The mark was the highest for Rucker in her time with the Gamecocks.
“It was a great way to go out,” Rucker said. “When you’re in college athletics, that’s your goal is to get to Nationals. To get there as a team is really special. You always want to get to Tracktown in Eugene, Oregon.”
Rucker made it to Nationals her freshman and sophomore seasons, before being sidelined with injuries her junior and senior seasons.
Missing time on the track left Rucker feeling somewhat depressed because of the high expectations she had after her sophomore season.
“It was a miserable journey for me,” Rucker said. “I felt like I wasn’t finished. If I had left after graduating last year after two injuries ... it was unfinished business.”
That unfinished business started in high school.
Flowery Branch coach Jimmy Sorrells said he could see that Rucker had talent early in her career with the Falcons.
“She was one of the first girls where I could see talent she couldn’t see,” Sorrells said. “Not that she didn’t want to see it, but you could see that she could do something special eventually.”
Rucker won the 400 her junior year of high school, then the 400 and 800 her senior year. Sorrells said he remembered when he first put Rucker in the 1600 relay in her sophomore year.
“I specifically remember a meet at Oconee County High and I put her in the 4x400 and she wasn’t too keen on the idea,” Sorrells said. “We won the event, but it was all because of her, as the last leg, chasing a girl down.
“When she came off the track, I told her, ‘Well, you’re going to be running the 4x400 from here on.’ I texted her that and she said it made her laugh, because she remembered it too.”
Sorrells was watching the Nationals as the Gamecocks ran the race, thinking up until the end they would win it.
Texas ended up winning the event, with Arkansas three-tenths of a second behind in second place. Louisiana State University and Florida rounded out the top five.
“I thought it was a compliment to show that, here we were at the Nationals and four of the top five were in the SEC. She was in a competitive league. The SEC was almost a national championship within itself when she ran at conference.”
Sorrells said Rucker was coachable, mentally tough, and driven in high school. He had no doubts she could reach great things as a collegiate athlete.
“When you come across somebody like that at that age, it’s incredible,” Sorrells said. “She’s just an amazing young lady. She knows where she’s going, she knows what she wants to do and she knows what it’s going to take for her to get there.”
Rucker said she couldn’t end her career being injured and the thought of her unfinished business was a driving force in her final season with the Gamecocks.

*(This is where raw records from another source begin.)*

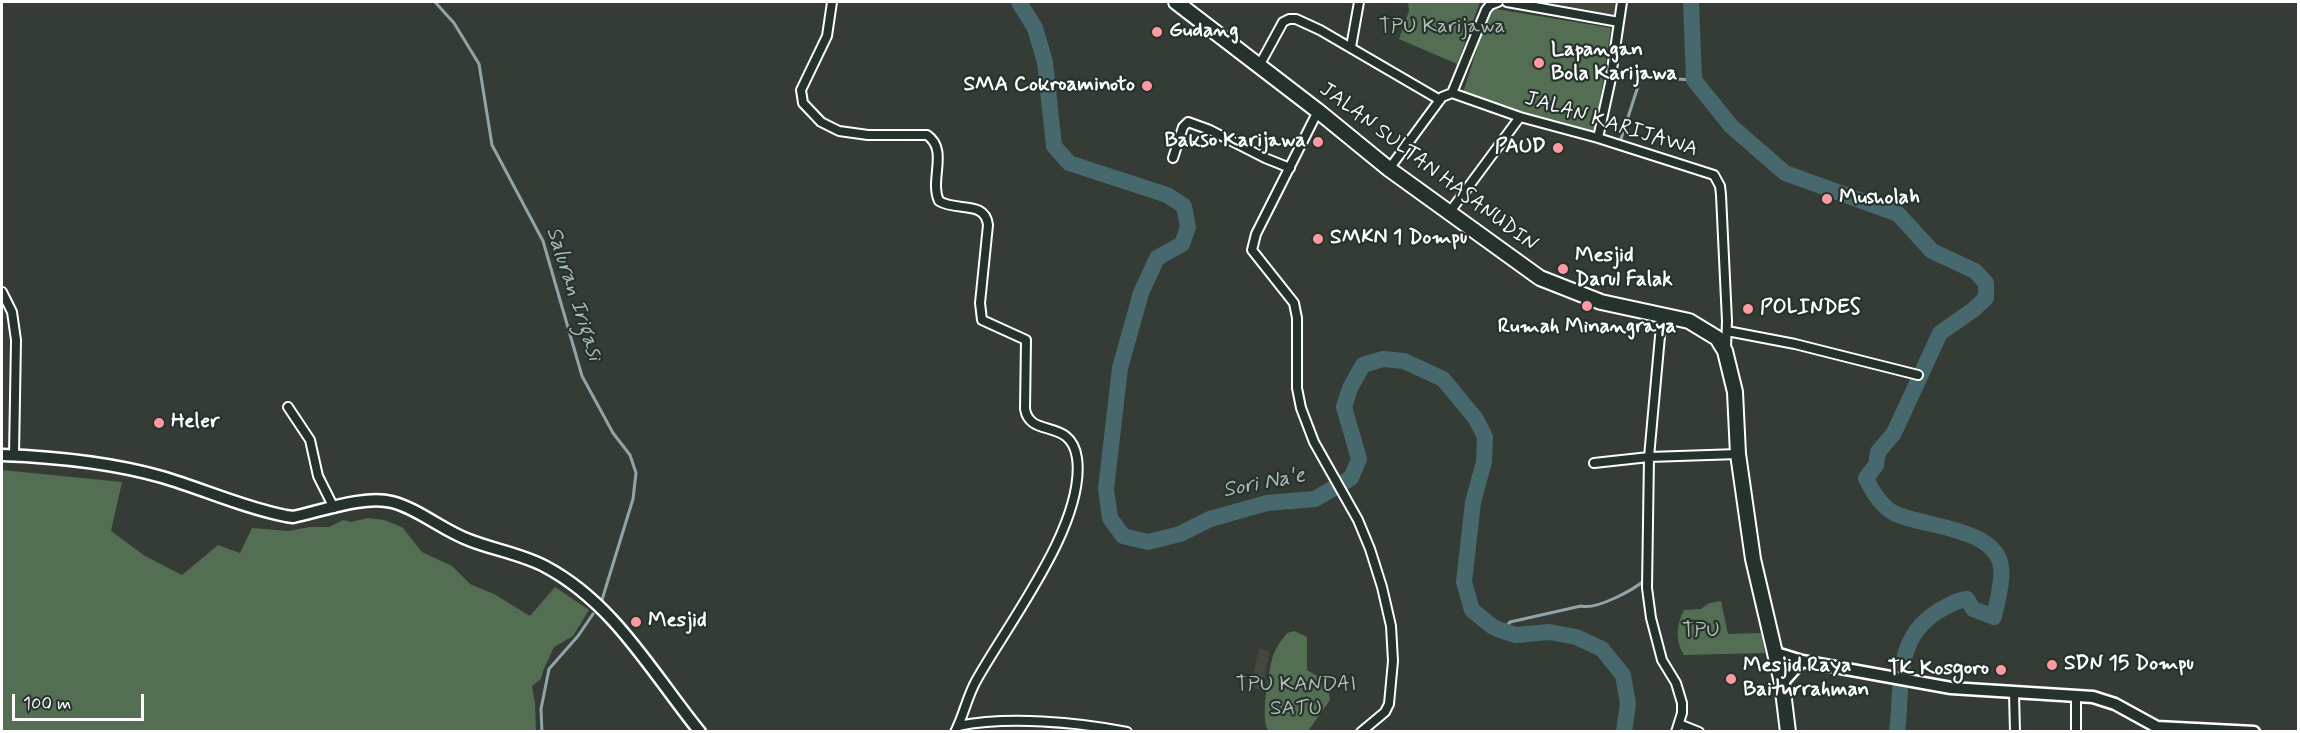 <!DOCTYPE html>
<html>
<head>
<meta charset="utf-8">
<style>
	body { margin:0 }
	#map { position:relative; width:2300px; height:733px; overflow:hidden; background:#343c35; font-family:Mynerve,sans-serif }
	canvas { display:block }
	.frame { position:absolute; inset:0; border:3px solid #fff; pointer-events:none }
	.scale { position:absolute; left:12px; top:694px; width:132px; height:27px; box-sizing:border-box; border:3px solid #fff; border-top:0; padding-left:8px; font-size:18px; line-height:21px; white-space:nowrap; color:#fff; -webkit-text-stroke:4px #26332d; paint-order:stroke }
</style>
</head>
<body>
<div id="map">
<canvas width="2300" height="733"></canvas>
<div class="frame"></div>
<div class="scale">100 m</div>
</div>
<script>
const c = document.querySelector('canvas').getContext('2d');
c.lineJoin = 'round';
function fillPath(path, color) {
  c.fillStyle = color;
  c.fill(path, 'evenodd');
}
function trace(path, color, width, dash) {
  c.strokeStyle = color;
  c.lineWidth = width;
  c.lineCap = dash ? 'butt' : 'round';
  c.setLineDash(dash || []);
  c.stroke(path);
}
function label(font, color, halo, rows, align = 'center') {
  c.font = font + ' Mynerve,sans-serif';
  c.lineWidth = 4.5;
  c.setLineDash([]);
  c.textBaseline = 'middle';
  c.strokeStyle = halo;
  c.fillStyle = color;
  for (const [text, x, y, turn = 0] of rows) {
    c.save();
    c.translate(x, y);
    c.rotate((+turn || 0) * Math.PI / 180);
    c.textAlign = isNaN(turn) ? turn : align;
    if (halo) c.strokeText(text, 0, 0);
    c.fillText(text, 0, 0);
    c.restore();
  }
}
fillPath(new Path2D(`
	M 1553,2 L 1616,2 L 1612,21 L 1552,9 Z
	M 1259,648 L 1270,651 L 1262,690 L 1250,687 Z`), '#44473e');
fillPath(new Path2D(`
	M 1408,2 L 1480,2 L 1457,64 L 1399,39 L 1409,11 Z
	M 1490,8 L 1611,28 L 1595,134 L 1461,99 Z
	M 2,470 L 122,482 L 111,531 L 145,556 L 182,575 L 218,545 L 240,553 L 252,528 L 288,531 L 310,527 L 329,527 L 343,520 L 351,522 L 368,518 L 384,520 L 402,527 L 422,552 L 452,566 L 470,584 L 494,594 L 530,616 L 555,587 L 589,610 L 573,636 L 554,647 L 543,671 L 541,679 L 532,686 L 535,703 L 536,731 L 2,731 Z
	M 1721,601 L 1728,634 L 1761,633 L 1765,653 L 1684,655 C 1675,641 1676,625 1684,610 L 1701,609 L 1709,603 Z
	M 1294,631 L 1307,637 L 1307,670 L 1327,682 L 1330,700 L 1308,731 L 1269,731 C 1259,722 1269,667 1274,653 C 1277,646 1282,639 1287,633 Z`), '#546e54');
trace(new Path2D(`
	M 435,2 L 454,23 L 479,64 L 492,145 L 543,241 L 582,376 L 613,433 L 630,455 L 636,473 L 633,499 L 601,603
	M 1620,142 L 1641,77 L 1694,80
	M 1503,631 L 1510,622 L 1581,606 C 1597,610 1633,590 1645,580
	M 542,732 L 541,709 L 549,669 L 578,636 L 593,614`), '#91a5a8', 3);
trace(new Path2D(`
	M 1019,2 L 1035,28 L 1045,62 L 1054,146 L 1069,163 L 1167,195 L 1184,206 L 1188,227 L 1182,244 L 1157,258 L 1141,293 L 1120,368 L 1106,489 L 1110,518 L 1123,536 L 1148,542 L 1180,534 L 1210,519 L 1267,503 L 1315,499 L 1351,478 L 1359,459 L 1344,407 L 1350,388 L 1363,365 L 1383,359 L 1404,361 L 1443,379 L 1476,419 L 1485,437 L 1484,462 L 1473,502 L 1464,582 L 1472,610 L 1493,627 L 1503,631 L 1516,635 L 1549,632 L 1576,637 L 1602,649 L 1623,675 L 1628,704 L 1624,732
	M 1691,2 L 1694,80 L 1731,126 L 1785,173 L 1898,214 L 1932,251 L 1975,271 L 1986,283 L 1986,298 L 1973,310 L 1940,333 L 1894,433 L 1878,452 L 1876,465 L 1866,478 C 1872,491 1881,506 1894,513 C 1922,527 1996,527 2001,567 C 2003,582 1997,602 1994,617 L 1973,609 L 1967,599 C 1957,600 1951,604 1942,609 C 1893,636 1903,683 1897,732`), '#47696e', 16);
const minor = new Path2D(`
	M 832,2 L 827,36 L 801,90 L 803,103 L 821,122 L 839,131 L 868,135 L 927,135 C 949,150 929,180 939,201 C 957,212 985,200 988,225 L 980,303 L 982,320 L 1026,340 L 1025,409 C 1030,439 1071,417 1077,458 C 1086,524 1008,623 976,681 C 967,697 964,715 955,732
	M 1507,2 L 1619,22 L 1610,83 L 1598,138
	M 1619,22 L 1622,2
	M 1351,47 L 1359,2
	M 1259,66 L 1283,22 L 1289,19 L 1296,19 L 1320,30 L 1440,100
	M 1452,93 L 1486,10 L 1490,5 L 1498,2
	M 1318,111 L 1256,234 L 1252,250 L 1294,303 L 1297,318 L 1297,388 L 1301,408 L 1314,442 L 1358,520 L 1370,549 L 1382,587 L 1391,626 L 1393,661 L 1389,704 L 1385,712 L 1361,732
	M 1173,158 L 1183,127 L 1188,122 L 1210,130 L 1265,158 L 1290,168
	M 1389,169 L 1442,97 L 1452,93 L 1520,117 L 1598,138 L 1714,175 L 1720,186 L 1721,195 L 1727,321 L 1726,348
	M 1449,213 L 1520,117
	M 2,292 L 12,312 L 16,340 L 14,455
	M 1662,314 L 1649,457 L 1647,588 L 1651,618 L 1662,660 L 1676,683 L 1682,703 L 1682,713 L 1676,732
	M 1727,331 L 1795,344 L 1918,375
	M 288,407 L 310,440 L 318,476 L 334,508
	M 1594,463 L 1649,457 L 1738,454
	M 2014,693 L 2015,732
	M 2076,695 L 2076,732
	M 1679,724 L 1699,732
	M 958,726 C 1008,716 1077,722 1127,732`);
const tertiary = new Path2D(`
	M 2,455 C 56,457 109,462 162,477 C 203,489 244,508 286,516 L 293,517 C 322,511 364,495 392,502 C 419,509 442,530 469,540 C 494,550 522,554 546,567 C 615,604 652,673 700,732`);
const secondary = new Path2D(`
	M 1776,653 L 1802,661 L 1951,688 L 2093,697 L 2115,704 L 2157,727 L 2160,732
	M 1782,683 L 1802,661
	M 2157,727 L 2254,732`);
const trunk = new Path2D(`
	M 1176,2 L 1318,111 L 1389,169 L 1540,278 L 1601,302 L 1689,321 L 1717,338 L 1725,351 L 1735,392 L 1738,454 L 1753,559 L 1782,683 L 1788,732`);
trace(minor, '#fff', 12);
trace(tertiary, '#fff', 15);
trace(secondary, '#fff', 15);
trace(trunk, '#fff', 18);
trace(minor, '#26332d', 8);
trace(tertiary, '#26332d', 10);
trace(secondary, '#26332d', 10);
trace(trunk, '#26332d', 14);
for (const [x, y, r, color] of [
	[1157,32,6,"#ff9aa2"],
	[1539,63,6,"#ff9aa2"],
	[1147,86,6,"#ff9aa2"],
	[1318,142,6,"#ff9aa2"],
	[1558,148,6,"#ff9aa2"],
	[1827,199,6,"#ff9aa2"],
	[1318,239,6,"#ff9aa2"],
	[1563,269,6,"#ff9aa2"],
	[1587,306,6,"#ff9aa2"],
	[1748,309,6,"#ff9aa2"],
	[159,423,6,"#ff9aa2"],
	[636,622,6,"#ff9aa2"],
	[2052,665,6,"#ff9aa2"],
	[2001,670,6,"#ff9aa2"],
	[1731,679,6,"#ff9aa2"]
]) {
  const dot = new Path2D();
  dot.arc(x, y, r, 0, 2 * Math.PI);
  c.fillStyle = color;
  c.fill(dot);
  trace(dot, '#26332d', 2);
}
label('21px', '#b2beb2', '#26332d', [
	["TPU Karijawa",1442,28],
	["TPU",1701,632],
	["TPU KANDAI",1296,686],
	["SATU",1296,710]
]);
label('bold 21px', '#fff', '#26332d', [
	["Gudang",1169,32],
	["Lapangan",1551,51],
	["Bola Karijawa",1551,75],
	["SMA Cokroaminoto",1135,86,"right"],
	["Bakso Karijawa",1306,142,"right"],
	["PAUD",1546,148,"right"],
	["Musholah",1839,199],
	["SMKN 1 Dompu",1330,239],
	["Mesjid",1575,257],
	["Darul Falak",1575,281],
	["POLINDES",1760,309],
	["Rumah Minangraya",1587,328,"center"],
	["Heler",171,423],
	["Mesjid",648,622],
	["SDN 15 Dompu",2064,665],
	["Mesjid Raya",1743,667],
	["Baiturrahman",1743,691],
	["TK Kosgoro",1989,670,"right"]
], 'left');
label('21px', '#fff', '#26332d', [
	["JALAN KARIJAWA",1611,125,17],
	["JALAN SULTAN HASANUDIN",1428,168,37]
]);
label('italic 22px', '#acbcbe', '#26332d', [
	["Saluran Irigasi",573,294,72],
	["Sori Na'e",1264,484,-11]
]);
</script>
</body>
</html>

“I just felt like God had more plans for me in my track career,” Rucker said. “It was nice to come back and take care of my unfinished business.”
As for her business going forward, Rucker graduated last year with a nursing degree from South Carolina. This fall she will begin medical school at the Medical College of Georgia in Augusta, where she’ll begin to study for a career in primary care.
In terms of track and field, Rucker said she’s just leaving things as they are.
“At this moment, I’m leaving it with No. 3 at Nationals,” Rucker said. “I’ve done my best and I’m moving on to the next phase in my life. I had dreams of going on to the Olympics, but that’s just not what God had in store for me and I’m OK with that.”